When the software finds a significant divergence from expectations, operators in the remote center communicate the diagnosis and recommend remedies to rig operators who must then decide whether to accept them.

This workflow is commonplace today for many deepwater operators, but as the Petrobras experience shows, success is not guaranteed or obvious at the start of such transitions.

Martin shared that while some worried about being made obsolete, other drillers did not trust the software when it was introduced. “And of course, the application is not born perfect; you have to calibrate and use all the experience of the people,” he said.

An example of the advisory system’s ability to overcome the cultural barrier came soon after the 24-hour monitoring operations began.

The first major problems it helped prevent involved two washouts that happened in the same well just a few days apart. Detecting the early-warning signs allowed the drillers to pull out of hole and locate the washout. Missing those signs would have risked a rupture of the drillstring and several days of fishing.

In the first instance, the software warned of a possible washout taking place as soon as it detected a pressure drop deviating from its simulated pressure curves. However, operators on the rig initially disagreed and concluded that the pressure drop was the result of a fluid treatment. About 20 minutes later, the onshore team called the rig again to warn that they were confident in the software’s assessment of a rather expensive problem forming downhole.

The rig crew agreed to stop drilling and pulled the drillstring up to surface. As they inspected the pipe, they found a 10-cm crack in one of the drilling collars, large enough to account for the pressure changes seen earlier. The issue was fixed and drilling resumed.

A day later, the software detected another anomaly and the support center called the rig once again.

It was another slow pressure drop. Onboard the rig, the mud engineer reasoned that the pressure drop may have been due to a decrease in drilling speed.
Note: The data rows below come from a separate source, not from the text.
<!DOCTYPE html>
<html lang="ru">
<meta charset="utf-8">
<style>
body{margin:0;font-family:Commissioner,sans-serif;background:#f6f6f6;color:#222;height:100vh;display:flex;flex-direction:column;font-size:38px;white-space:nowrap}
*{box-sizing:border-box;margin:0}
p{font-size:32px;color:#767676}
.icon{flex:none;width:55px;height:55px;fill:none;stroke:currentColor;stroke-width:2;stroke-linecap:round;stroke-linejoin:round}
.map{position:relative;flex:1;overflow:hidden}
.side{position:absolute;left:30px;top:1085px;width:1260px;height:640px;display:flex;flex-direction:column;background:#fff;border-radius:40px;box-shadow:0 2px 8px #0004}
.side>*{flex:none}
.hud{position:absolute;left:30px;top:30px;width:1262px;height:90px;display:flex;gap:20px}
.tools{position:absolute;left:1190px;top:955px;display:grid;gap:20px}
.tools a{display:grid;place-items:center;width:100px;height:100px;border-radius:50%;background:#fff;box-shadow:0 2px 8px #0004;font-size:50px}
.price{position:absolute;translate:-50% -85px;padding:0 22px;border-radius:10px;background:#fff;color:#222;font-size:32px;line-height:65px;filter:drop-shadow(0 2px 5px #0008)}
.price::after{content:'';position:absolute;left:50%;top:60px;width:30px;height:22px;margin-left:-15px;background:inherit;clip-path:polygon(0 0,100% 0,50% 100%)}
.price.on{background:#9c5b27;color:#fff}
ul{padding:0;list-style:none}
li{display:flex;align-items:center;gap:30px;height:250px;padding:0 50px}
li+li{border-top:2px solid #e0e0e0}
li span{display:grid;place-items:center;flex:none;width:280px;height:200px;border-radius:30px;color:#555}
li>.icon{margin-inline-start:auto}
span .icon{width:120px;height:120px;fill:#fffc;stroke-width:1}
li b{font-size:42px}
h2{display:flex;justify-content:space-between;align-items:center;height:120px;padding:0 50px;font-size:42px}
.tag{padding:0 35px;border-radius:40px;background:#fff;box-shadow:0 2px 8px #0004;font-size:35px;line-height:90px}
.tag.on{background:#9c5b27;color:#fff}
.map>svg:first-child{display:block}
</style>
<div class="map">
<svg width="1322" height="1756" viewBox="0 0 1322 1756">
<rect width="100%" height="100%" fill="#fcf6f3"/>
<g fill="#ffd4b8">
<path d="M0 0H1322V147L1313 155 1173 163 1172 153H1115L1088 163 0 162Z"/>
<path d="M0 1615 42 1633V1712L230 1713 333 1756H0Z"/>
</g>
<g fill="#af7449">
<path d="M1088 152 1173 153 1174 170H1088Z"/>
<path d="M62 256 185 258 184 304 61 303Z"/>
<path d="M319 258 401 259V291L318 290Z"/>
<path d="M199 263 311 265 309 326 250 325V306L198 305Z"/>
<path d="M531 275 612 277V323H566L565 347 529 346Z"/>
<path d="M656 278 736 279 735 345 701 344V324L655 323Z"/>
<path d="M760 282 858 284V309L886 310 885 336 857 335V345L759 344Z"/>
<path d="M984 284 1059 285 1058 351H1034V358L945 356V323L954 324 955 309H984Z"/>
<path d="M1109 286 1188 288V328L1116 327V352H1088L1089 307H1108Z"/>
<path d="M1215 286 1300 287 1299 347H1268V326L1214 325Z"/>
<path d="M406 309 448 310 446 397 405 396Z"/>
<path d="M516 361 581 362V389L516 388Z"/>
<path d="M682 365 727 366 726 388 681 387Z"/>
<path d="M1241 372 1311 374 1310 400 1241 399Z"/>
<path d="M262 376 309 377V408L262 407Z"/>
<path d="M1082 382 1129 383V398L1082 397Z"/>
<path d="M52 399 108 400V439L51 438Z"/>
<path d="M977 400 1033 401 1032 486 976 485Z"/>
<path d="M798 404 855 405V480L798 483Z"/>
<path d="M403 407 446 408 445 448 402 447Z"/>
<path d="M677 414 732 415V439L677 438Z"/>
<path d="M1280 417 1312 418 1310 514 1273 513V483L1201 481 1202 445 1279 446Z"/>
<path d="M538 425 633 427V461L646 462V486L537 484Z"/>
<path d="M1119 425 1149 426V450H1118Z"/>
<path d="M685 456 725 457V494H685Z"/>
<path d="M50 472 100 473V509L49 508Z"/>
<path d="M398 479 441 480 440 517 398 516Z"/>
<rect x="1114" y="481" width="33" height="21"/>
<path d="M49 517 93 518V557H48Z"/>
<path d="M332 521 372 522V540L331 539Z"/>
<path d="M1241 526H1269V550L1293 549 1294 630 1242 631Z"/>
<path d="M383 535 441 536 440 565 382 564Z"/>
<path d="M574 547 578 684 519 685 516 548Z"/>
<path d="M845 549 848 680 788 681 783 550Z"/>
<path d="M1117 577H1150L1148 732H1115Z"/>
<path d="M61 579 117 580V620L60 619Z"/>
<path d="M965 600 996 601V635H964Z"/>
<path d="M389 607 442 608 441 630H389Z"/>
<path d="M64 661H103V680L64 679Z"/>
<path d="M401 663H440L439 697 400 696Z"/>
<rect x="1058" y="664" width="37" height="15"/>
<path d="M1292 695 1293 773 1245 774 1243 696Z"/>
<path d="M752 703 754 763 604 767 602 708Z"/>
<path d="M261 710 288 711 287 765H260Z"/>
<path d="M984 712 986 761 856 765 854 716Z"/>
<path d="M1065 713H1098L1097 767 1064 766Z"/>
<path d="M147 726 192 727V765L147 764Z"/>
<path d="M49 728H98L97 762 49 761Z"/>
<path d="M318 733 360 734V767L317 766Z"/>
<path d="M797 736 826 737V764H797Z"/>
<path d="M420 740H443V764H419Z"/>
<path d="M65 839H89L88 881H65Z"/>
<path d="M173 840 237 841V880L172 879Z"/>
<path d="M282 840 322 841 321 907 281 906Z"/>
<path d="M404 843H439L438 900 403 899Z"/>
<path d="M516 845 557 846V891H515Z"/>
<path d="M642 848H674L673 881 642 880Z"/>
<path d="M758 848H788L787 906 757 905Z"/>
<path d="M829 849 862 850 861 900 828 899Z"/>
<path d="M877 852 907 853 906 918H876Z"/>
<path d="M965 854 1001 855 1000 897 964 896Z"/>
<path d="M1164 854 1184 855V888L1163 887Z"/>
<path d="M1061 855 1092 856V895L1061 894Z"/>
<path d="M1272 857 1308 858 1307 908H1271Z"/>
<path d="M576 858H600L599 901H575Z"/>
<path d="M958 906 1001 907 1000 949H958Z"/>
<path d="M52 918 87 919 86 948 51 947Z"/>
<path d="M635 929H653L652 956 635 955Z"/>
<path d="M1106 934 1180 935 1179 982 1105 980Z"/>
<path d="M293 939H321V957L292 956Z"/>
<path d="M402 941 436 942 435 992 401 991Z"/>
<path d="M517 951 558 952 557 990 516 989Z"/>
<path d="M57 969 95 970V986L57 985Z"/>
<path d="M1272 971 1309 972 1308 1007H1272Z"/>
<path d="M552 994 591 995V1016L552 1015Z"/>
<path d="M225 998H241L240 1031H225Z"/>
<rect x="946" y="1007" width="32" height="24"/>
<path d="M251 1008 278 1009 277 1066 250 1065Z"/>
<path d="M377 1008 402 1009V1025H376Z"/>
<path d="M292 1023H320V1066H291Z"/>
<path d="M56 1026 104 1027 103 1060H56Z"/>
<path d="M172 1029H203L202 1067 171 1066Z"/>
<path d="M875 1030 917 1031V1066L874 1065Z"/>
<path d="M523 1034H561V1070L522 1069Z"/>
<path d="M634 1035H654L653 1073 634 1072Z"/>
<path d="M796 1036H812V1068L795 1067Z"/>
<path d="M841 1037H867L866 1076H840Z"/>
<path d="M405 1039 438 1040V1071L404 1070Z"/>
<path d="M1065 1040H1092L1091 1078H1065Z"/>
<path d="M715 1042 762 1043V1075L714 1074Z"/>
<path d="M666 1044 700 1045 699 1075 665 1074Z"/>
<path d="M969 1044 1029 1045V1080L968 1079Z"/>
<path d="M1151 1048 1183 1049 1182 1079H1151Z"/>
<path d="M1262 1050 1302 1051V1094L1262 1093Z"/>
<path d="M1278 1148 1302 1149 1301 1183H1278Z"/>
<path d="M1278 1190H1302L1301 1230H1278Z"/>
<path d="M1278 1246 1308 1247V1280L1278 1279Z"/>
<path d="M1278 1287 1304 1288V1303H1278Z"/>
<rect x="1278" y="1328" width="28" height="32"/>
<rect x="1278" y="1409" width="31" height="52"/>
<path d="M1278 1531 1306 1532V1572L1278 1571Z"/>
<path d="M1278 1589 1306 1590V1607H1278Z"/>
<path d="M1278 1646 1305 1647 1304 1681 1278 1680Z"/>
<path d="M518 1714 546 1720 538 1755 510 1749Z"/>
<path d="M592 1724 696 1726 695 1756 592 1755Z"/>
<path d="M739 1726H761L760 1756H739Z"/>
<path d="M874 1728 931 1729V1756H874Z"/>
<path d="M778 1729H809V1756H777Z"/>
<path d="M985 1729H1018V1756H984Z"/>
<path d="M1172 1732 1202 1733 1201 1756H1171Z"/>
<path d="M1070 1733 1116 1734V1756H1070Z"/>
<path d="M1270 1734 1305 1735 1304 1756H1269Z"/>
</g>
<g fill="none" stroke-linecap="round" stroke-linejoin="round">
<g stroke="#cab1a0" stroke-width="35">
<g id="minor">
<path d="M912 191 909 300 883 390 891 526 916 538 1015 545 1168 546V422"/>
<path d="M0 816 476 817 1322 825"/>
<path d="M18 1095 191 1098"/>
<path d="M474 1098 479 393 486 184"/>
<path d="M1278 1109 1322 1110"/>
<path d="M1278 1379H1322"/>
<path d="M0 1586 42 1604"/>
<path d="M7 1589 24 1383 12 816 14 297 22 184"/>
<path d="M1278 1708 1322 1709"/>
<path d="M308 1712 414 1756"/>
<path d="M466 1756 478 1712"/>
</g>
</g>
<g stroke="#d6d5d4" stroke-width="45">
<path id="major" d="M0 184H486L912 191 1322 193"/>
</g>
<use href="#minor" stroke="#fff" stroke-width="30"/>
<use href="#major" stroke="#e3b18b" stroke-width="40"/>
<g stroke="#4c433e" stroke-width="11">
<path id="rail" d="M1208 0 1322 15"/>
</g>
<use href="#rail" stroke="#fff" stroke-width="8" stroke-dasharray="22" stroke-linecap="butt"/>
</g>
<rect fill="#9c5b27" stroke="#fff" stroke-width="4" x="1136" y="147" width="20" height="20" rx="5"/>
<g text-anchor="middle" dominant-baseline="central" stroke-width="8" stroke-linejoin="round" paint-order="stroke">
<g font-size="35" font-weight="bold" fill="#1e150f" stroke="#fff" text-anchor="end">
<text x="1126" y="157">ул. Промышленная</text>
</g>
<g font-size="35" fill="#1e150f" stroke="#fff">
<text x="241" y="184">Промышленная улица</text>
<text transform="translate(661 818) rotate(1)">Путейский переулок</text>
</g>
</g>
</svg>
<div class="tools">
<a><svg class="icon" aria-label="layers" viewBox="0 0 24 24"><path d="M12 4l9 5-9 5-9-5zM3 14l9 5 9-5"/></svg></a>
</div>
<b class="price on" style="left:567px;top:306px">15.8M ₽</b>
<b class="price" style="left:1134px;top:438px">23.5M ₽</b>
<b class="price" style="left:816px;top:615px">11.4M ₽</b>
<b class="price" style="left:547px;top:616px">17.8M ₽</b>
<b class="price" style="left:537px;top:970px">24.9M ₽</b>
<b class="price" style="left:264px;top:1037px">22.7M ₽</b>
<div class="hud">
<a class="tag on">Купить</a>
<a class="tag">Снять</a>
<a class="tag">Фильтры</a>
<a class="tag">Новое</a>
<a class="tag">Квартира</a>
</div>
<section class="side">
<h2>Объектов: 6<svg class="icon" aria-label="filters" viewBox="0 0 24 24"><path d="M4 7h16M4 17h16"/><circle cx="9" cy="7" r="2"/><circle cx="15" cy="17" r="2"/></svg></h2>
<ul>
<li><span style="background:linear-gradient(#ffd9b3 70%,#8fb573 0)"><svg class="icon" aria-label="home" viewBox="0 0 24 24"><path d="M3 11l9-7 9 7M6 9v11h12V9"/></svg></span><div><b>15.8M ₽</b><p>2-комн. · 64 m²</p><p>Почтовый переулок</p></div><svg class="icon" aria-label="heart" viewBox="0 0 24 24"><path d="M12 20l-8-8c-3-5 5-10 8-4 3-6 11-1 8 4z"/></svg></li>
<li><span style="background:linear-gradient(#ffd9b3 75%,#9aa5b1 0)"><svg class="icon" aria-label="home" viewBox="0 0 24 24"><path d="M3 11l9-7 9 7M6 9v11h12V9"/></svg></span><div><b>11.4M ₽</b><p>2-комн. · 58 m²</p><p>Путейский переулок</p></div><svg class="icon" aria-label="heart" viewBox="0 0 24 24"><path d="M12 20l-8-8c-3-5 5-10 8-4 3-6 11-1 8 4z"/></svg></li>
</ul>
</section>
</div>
The software had accounted for rate of penetration though, and the drillstring was once again pulled up to surface. This time the source of the washout was a reamer unit which had developed a small hole.

The paper notes other examples where the advisory software expected the unexpected. In several cases, the drilling crew extrapolated the warnings to come up with unique solutions—foreshadowing the potential for the system to be broadly used for drilling optimization.

While monitoring a hole cleaning, the advisory system alerted operators that the job was going poorly. Unbeknownst to the crew, problematic solids were forming downhole, which at one point led to a sharp torque of the drillstring.

Mud engineers and chemists eventually figured out that recalibrating the drilling-fluid rheology every 3 hours would control the issue and prevent a time-consuming stuck-pipe event. “It is noteworthy that the problem had not been detected until the diagnostic made by the application,” the authors wrote.